Opinion The Bengal caste question is complex. It lies beyond visibility and participation
Caste as a political category in Bengal is independent of Bhadralok hegemony and has a long way to go before it could decide the political fate of the state

The reports of Dalits being denied entry into a West Bengal temple – later, they were cordoned off by the police and performed puja, ending a practice prevalent for more than two hundred years – again sparked the age-old debate on the relevance of caste in the state.
The scholars are generally divided into two camps: One denies Bengal’s exceptionalism and the other still finds echoes of Bhadralok hegemony that was a historical product of 19th-century Bengal renaissance. The field-level realities, however, lie somewhere in between.
To be precise, in rural Bengal, it is hard to find visible cleavage between Bhadraloks and the subalterns. Even in the heyday of Left rule, they always remained connected and the landed quasi-Zamindar class dominated through their control over the forces of production that ranged from their dominant share in the local cold-storage to access to irrigation water.
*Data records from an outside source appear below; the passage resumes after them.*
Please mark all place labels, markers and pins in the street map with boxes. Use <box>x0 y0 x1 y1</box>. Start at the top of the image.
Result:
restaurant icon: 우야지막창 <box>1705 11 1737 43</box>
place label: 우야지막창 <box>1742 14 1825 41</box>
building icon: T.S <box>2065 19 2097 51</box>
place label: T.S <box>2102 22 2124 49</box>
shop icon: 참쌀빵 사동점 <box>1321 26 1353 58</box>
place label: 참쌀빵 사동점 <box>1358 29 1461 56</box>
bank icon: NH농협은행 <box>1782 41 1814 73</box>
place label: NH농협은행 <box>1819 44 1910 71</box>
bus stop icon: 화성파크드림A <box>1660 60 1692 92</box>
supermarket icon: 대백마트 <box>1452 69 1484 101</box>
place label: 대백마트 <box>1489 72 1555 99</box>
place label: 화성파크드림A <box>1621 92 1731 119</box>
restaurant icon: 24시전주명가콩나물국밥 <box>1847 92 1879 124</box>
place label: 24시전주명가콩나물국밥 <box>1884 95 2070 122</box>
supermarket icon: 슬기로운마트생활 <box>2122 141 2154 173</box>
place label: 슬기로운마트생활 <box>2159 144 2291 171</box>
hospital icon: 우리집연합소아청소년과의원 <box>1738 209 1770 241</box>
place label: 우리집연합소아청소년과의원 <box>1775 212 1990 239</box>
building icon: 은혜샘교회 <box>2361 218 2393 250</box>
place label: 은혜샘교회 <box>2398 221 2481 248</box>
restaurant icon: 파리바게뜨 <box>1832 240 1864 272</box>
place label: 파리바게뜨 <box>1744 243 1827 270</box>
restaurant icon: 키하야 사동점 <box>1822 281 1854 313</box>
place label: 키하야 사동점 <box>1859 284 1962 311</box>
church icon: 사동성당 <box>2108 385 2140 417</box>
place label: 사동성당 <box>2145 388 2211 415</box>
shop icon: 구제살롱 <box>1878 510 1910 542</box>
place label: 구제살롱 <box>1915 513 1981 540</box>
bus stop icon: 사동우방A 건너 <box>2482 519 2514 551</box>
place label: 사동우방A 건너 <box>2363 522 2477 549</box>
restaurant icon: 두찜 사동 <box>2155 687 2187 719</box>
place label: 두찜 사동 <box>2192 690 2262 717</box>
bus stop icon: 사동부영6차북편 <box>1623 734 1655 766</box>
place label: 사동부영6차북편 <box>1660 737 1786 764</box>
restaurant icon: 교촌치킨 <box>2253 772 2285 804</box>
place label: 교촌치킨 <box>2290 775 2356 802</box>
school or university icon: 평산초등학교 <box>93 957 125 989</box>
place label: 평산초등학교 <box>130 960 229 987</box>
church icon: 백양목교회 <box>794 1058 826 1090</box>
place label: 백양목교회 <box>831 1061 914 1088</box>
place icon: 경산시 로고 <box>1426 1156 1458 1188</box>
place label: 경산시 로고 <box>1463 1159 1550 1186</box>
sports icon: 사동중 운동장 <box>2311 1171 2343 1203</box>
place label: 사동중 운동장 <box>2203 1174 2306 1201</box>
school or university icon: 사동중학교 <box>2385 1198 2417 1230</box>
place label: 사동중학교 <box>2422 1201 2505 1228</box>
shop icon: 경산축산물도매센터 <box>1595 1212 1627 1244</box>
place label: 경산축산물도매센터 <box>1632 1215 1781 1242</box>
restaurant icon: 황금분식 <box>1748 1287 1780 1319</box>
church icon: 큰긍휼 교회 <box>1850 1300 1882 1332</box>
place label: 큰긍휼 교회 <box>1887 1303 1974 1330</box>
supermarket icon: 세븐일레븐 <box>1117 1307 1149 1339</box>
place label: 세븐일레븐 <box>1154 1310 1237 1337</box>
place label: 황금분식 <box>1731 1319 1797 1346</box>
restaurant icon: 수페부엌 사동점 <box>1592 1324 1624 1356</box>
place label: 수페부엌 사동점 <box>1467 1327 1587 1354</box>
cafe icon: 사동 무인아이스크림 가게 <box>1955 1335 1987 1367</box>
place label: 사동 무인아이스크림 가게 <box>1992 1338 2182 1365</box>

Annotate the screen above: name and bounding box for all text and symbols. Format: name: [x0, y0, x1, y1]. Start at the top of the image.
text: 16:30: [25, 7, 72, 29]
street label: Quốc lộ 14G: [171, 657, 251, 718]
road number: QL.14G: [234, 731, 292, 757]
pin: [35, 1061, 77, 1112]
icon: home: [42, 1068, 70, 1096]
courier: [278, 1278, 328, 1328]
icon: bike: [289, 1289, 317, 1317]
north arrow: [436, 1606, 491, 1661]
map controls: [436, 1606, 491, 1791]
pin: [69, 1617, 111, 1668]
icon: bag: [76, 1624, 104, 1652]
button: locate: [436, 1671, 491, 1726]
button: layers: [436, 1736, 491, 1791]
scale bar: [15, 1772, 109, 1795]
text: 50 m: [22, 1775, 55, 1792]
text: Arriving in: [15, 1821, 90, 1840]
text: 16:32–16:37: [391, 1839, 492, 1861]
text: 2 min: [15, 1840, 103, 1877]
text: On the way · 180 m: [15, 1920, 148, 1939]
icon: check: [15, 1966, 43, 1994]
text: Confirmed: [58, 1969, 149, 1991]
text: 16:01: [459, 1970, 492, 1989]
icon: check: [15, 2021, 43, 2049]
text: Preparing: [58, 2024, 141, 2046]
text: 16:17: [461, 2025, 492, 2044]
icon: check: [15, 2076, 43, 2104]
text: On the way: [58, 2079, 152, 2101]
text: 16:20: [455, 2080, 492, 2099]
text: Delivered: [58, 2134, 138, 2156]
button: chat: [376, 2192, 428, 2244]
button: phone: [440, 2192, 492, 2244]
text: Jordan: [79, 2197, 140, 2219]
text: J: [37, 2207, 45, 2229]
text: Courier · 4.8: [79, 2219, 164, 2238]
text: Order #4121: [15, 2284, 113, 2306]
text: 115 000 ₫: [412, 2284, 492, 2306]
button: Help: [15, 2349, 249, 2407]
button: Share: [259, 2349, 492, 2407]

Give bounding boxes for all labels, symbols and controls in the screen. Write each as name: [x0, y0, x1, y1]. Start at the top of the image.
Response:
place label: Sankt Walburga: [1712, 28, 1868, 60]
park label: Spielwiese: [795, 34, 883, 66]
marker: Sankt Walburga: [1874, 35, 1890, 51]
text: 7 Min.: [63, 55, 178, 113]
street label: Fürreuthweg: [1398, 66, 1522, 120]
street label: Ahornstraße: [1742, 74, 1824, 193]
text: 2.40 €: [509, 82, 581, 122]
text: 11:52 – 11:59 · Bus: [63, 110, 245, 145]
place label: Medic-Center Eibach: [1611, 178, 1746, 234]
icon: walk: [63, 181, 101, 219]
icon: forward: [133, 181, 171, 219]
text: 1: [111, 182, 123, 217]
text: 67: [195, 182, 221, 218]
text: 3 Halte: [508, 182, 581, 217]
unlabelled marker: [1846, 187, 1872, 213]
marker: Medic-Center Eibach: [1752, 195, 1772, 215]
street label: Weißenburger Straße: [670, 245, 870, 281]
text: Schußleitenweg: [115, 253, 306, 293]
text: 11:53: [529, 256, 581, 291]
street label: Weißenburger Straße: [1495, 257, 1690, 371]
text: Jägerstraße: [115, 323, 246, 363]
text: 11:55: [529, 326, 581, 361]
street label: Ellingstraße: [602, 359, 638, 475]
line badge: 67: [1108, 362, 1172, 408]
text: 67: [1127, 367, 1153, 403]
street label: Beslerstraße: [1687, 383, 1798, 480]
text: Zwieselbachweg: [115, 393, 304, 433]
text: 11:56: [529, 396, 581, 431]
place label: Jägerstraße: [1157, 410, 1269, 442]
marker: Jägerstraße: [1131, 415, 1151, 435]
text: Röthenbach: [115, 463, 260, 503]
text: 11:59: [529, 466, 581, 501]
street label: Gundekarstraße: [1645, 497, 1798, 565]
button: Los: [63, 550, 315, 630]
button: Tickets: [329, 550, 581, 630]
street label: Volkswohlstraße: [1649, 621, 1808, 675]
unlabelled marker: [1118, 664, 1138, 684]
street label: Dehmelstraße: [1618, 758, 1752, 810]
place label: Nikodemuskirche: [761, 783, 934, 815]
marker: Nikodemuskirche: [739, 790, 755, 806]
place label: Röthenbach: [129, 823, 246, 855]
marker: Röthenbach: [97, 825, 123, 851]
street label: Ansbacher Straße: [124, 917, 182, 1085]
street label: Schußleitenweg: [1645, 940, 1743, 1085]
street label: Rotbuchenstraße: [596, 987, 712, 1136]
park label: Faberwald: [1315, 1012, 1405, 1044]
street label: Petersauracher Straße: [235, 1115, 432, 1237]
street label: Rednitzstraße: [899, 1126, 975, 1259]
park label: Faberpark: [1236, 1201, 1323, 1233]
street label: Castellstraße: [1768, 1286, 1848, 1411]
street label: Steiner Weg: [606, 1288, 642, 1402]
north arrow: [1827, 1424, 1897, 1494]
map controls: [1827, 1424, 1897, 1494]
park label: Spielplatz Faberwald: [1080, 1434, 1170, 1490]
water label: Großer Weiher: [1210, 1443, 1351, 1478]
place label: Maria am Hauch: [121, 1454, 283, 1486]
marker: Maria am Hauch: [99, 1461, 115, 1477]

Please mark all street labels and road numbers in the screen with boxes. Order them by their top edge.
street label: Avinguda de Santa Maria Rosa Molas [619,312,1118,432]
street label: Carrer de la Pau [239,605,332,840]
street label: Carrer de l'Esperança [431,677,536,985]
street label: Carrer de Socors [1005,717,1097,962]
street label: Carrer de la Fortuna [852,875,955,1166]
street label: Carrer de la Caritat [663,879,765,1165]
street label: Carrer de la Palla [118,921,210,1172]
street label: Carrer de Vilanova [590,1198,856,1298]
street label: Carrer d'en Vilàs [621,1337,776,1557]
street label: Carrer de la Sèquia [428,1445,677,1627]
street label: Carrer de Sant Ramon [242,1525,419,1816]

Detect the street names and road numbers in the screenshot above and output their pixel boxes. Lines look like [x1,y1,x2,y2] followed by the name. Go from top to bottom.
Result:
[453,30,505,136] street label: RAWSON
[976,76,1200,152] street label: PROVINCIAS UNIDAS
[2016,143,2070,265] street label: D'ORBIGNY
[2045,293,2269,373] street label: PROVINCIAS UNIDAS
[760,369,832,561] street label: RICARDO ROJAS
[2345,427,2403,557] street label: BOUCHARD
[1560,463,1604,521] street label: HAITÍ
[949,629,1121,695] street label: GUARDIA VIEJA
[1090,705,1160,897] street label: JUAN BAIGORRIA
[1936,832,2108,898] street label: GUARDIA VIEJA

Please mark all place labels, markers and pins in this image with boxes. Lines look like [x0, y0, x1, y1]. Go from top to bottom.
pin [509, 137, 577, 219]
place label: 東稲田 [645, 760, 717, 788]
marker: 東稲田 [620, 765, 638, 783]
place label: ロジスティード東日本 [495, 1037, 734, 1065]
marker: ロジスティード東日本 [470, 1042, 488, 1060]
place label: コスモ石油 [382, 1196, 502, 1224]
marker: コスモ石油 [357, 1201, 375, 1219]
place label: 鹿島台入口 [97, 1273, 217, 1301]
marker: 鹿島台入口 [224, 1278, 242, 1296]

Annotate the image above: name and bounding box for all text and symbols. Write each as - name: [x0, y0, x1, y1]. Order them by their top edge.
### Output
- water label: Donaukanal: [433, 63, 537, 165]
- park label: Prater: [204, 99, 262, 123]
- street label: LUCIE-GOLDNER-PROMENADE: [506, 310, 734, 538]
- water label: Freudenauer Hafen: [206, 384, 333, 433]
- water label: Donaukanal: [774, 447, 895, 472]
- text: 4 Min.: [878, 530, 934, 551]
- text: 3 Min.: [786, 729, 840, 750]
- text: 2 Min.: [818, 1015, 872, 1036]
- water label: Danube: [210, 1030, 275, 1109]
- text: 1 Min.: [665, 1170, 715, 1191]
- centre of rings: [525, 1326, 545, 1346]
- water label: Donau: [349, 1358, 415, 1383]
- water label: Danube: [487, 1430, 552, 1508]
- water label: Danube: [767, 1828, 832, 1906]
This economic equation superseded caste boundaries. There are numerous examples of cross-caste partnerships between Brahmin and Dalits to extract and maximise their economic gains. This has continued even after the 2011 electoral defeat of the left and the rise of TMC. The Bhadralok-subaltern division, at best, should be seen as an academic construct that doesn’t really have much field-level reality in rural Bengal.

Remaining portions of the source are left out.